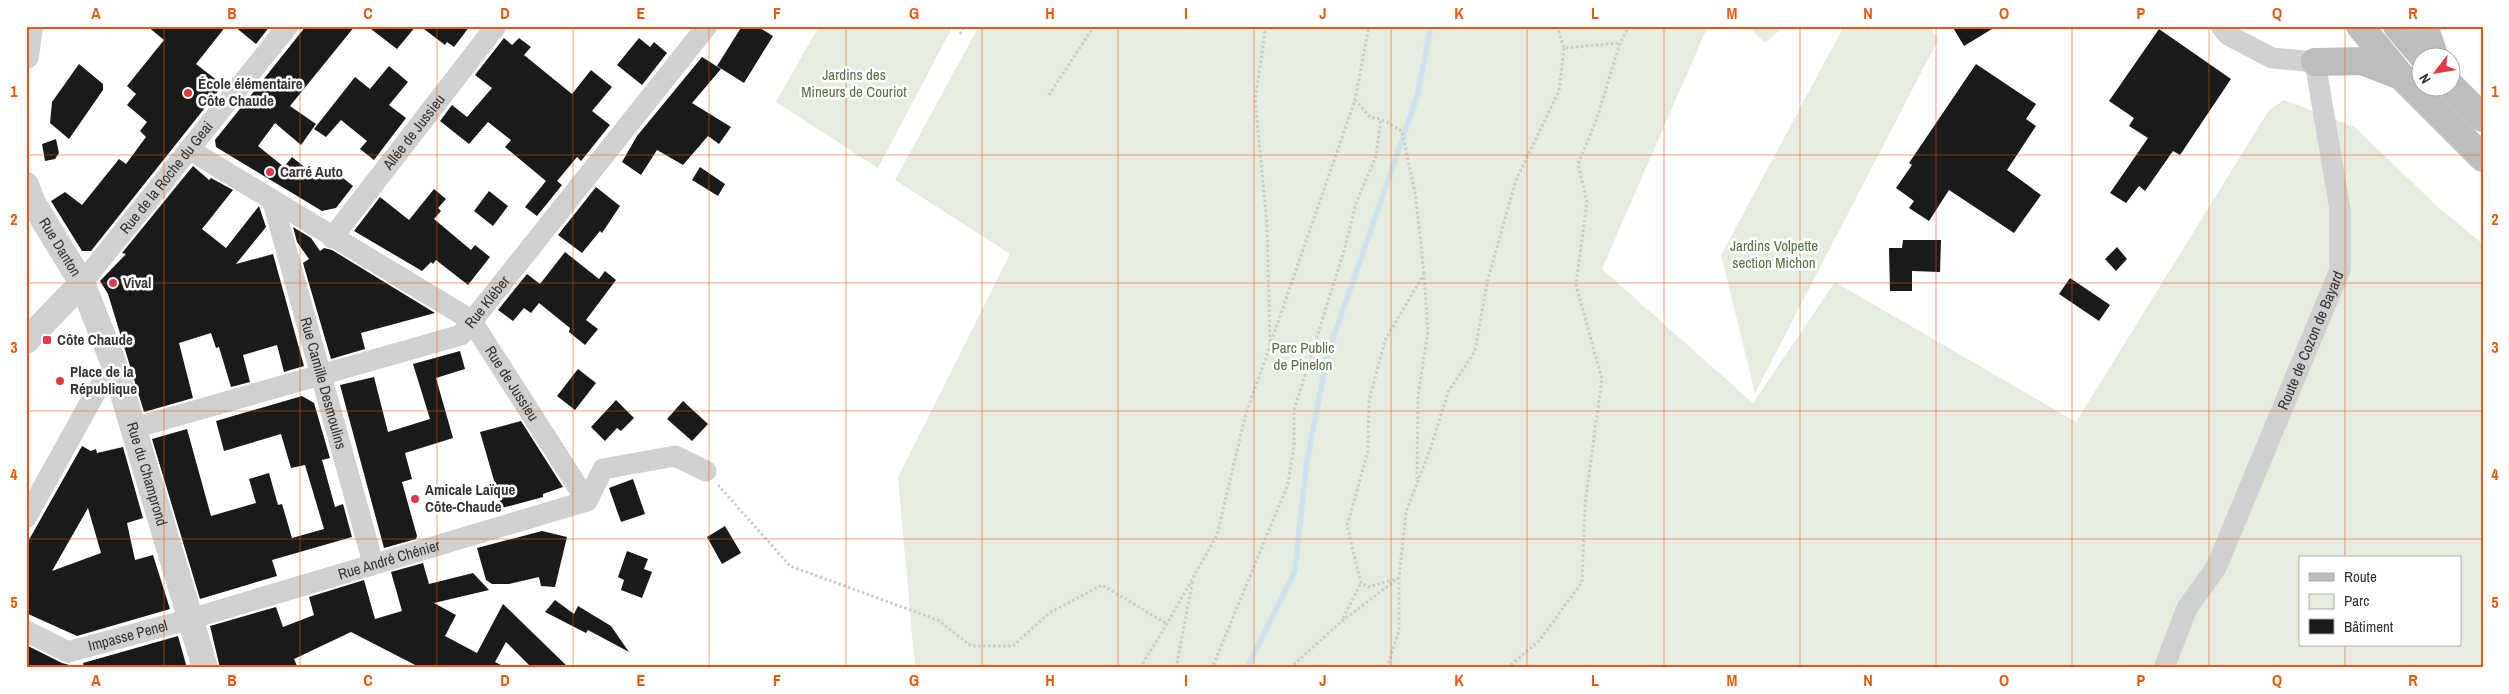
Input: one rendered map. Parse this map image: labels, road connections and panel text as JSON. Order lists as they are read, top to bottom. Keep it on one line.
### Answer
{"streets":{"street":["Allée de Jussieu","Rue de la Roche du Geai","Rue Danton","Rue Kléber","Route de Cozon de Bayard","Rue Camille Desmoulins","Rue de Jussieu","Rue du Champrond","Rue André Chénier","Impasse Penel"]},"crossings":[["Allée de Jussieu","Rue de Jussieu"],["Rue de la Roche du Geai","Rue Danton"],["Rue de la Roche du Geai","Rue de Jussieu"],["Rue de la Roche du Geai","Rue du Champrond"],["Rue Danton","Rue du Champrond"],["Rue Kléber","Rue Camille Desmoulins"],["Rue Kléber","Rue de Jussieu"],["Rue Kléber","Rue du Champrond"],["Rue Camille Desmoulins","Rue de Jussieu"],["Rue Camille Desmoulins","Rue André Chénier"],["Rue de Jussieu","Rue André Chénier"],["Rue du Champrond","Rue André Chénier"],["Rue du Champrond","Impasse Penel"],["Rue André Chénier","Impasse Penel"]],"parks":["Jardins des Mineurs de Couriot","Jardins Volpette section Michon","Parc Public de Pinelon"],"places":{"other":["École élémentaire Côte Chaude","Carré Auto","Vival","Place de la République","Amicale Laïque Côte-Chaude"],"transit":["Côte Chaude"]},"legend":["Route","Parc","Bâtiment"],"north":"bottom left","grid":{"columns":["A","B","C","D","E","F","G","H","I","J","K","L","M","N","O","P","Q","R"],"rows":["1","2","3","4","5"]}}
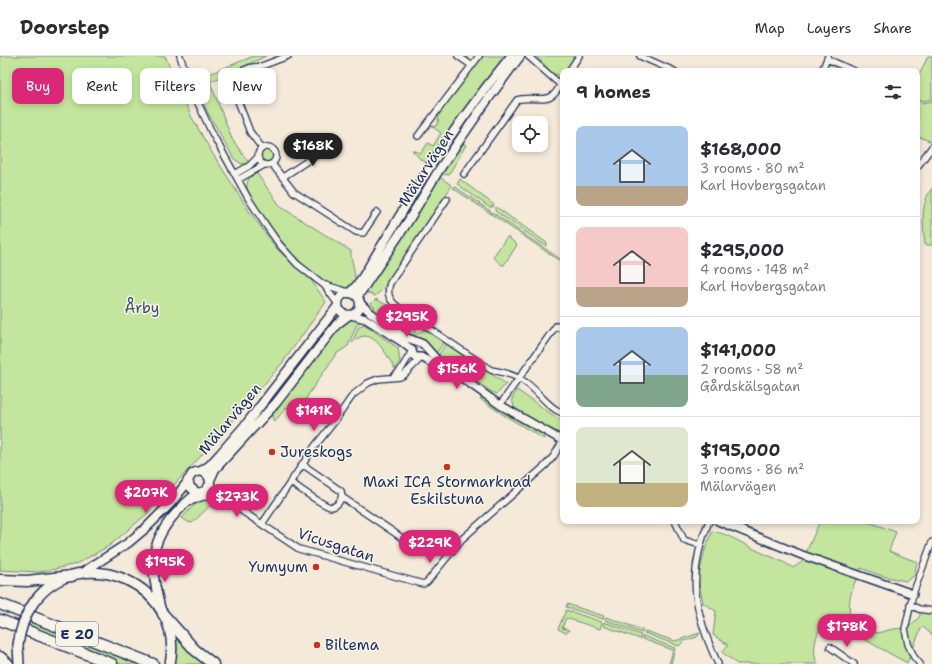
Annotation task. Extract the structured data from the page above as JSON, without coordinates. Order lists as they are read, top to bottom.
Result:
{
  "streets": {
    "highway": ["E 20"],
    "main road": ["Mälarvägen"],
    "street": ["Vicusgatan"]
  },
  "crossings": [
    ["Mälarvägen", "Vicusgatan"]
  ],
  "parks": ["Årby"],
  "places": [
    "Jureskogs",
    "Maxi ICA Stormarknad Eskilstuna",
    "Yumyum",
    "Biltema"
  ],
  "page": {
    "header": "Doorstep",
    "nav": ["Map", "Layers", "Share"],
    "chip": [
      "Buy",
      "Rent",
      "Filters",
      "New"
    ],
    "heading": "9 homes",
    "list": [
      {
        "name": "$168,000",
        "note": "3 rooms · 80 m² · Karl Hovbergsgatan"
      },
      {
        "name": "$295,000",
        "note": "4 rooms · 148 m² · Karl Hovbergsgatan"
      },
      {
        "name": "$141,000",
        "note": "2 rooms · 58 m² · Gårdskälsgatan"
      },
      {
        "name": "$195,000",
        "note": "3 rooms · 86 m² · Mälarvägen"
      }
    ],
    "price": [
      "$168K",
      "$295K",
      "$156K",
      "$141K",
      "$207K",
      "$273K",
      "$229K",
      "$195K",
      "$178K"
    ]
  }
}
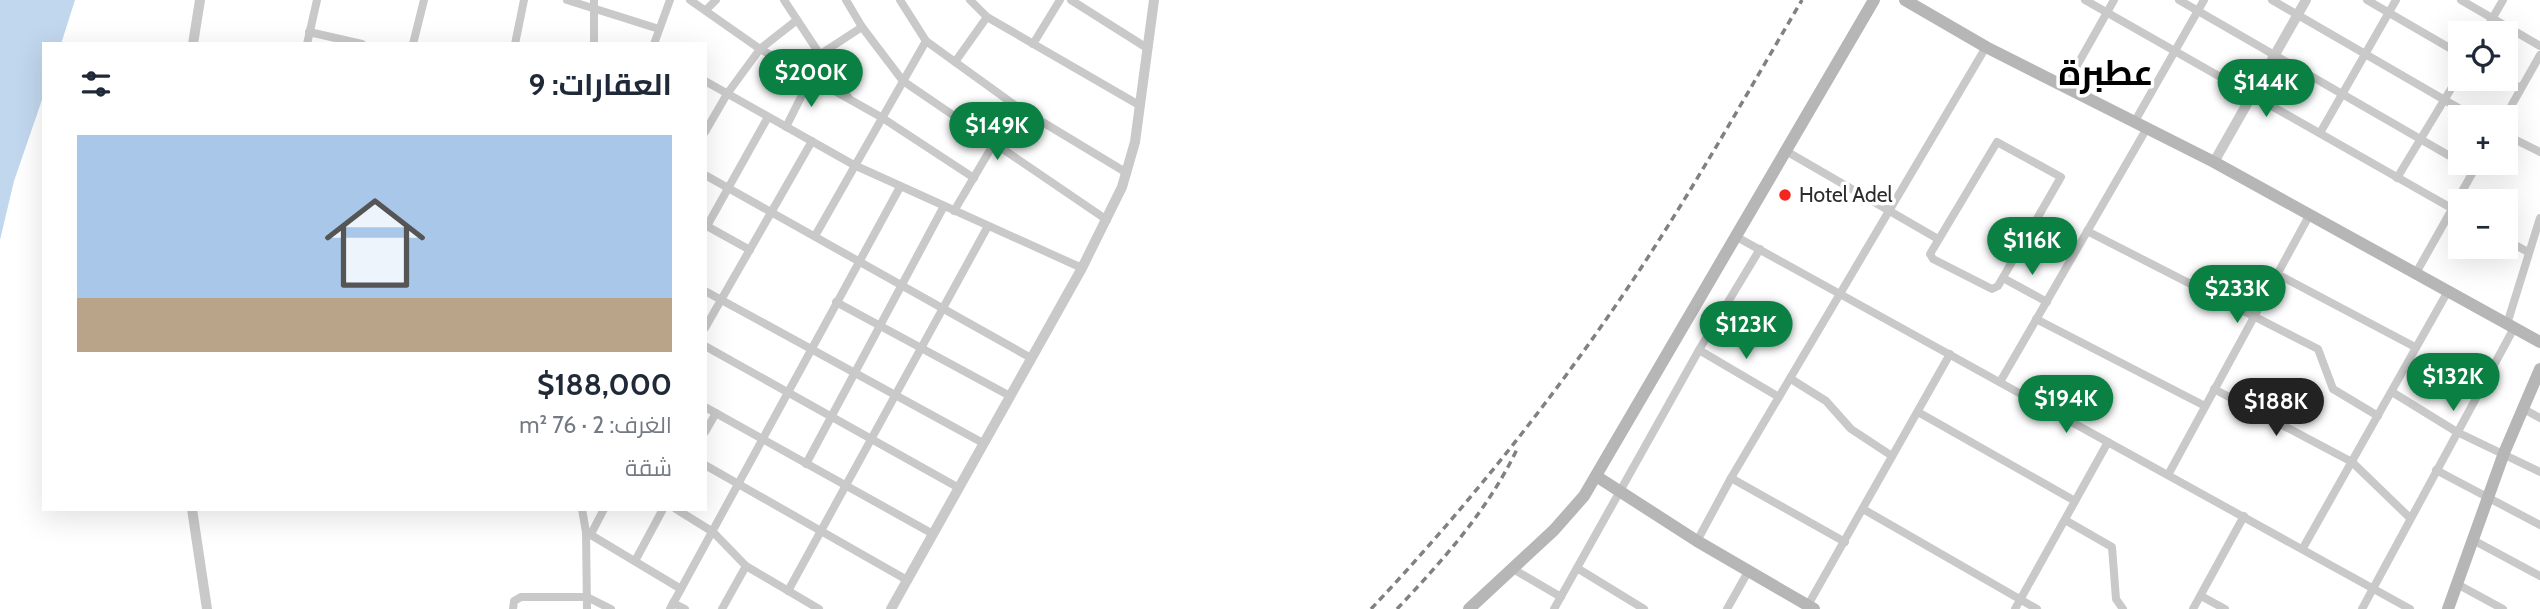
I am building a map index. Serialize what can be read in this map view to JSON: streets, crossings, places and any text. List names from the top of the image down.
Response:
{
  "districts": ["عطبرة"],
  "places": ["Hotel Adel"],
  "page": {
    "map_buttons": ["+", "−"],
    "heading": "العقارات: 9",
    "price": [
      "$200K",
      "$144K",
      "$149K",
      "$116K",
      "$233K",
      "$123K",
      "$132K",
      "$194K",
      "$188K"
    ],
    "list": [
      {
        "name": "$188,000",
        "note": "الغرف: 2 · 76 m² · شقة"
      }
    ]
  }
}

▸ Assigned task: Exact repetition of the data is needed, with no images retained.

▸ Answer space:
Input: one rendered map. Parse this map image: labels, road connections and panel text as JSON. Order lists as they are read, top to bottom. Keep it on one line.
### Answer
{"streets":{"street":["Allée de Jussieu","Rue de la Roche du Geai","Rue Danton","Rue Kléber","Route de Cozon de Bayard","Rue Camille Desmoulins","Rue de Jussieu","Rue du Champrond","Rue André Chénier","Impasse Penel"]},"crossings":[["Allée de Jussieu","Rue de Jussieu"],["Rue de la Roche du Geai","Rue Danton"],["Rue de la Roche du Geai","Rue de Jussieu"],["Rue de la Roche du Geai","Rue du Champrond"],["Rue Danton","Rue du Champrond"],["Rue Kléber","Rue Camille Desmoulins"],["Rue Kléber","Rue de Jussieu"],["Rue Kléber","Rue du Champrond"],["Rue Camille Desmoulins","Rue de Jussieu"],["Rue Camille Desmoulins","Rue André Chénier"],["Rue de Jussieu","Rue André Chénier"],["Rue du Champrond","Rue André Chénier"],["Rue du Champrond","Impasse Penel"],["Rue André Chénier","Impasse Penel"]],"parks":["Jardins des Mineurs de Couriot","Jardins Volpette section Michon","Parc Public de Pinelon"],"places":{"other":["École élémentaire Côte Chaude","Carré Auto","Vival","Place de la République","Amicale Laïque Côte-Chaude"],"transit":["Côte Chaude"]},"legend":["Route","Parc","Bâtiment"],"north":"bottom left","grid":{"columns":["A","B","C","D","E","F","G","H","I","J","K","L","M","N","O","P","Q","R"],"rows":["1","2","3","4","5"]}}
Annotation task. Extract the structured data from the page above as JSON, without coordinates. Order lists as they are read, top to bottom.
Result:
{
  "streets": {
    "highway": ["E 20"],
    "main road": ["Mälarvägen"],
    "street": ["Vicusgatan"]
  },
  "crossings": [
    ["Mälarvägen", "Vicusgatan"]
  ],
  "parks": ["Årby"],
  "places": [
    "Jureskogs",
    "Maxi ICA Stormarknad Eskilstuna",
    "Yumyum",
    "Biltema"
  ],
  "page": {
    "header": "Doorstep",
    "nav": ["Map", "Layers", "Share"],
    "chip": [
      "Buy",
      "Rent",
      "Filters",
      "New"
    ],
    "heading": "9 homes",
    "list": [
      {
        "name": "$168,000",
        "note": "3 rooms · 80 m² · Karl Hovbergsgatan"
      },
      {
        "name": "$295,000",
        "note": "4 rooms · 148 m² · Karl Hovbergsgatan"
      },
      {
        "name": "$141,000",
        "note": "2 rooms · 58 m² · Gårdskälsgatan"
      },
      {
        "name": "$195,000",
        "note": "3 rooms · 86 m² · Mälarvägen"
      }
    ],
    "price": [
      "$168K",
      "$295K",
      "$156K",
      "$141K",
      "$207K",
      "$273K",
      "$229K",
      "$195K",
      "$178K"
    ]
  }
}
I am building a map index. Serialize what can be read in this map view to JSON: streets, crossings, places and any text. List names from the top of the image down.
Response:
{
  "districts": ["عطبرة"],
  "places": ["Hotel Adel"],
  "page": {
    "map_buttons": ["+", "−"],
    "heading": "العقارات: 9",
    "price": [
      "$200K",
      "$144K",
      "$149K",
      "$116K",
      "$233K",
      "$123K",
      "$132K",
      "$194K",
      "$188K"
    ],
    "list": [
      {
        "name": "$188,000",
        "note": "الغرف: 2 · 76 m² · شقة"
      }
    ]
  }
}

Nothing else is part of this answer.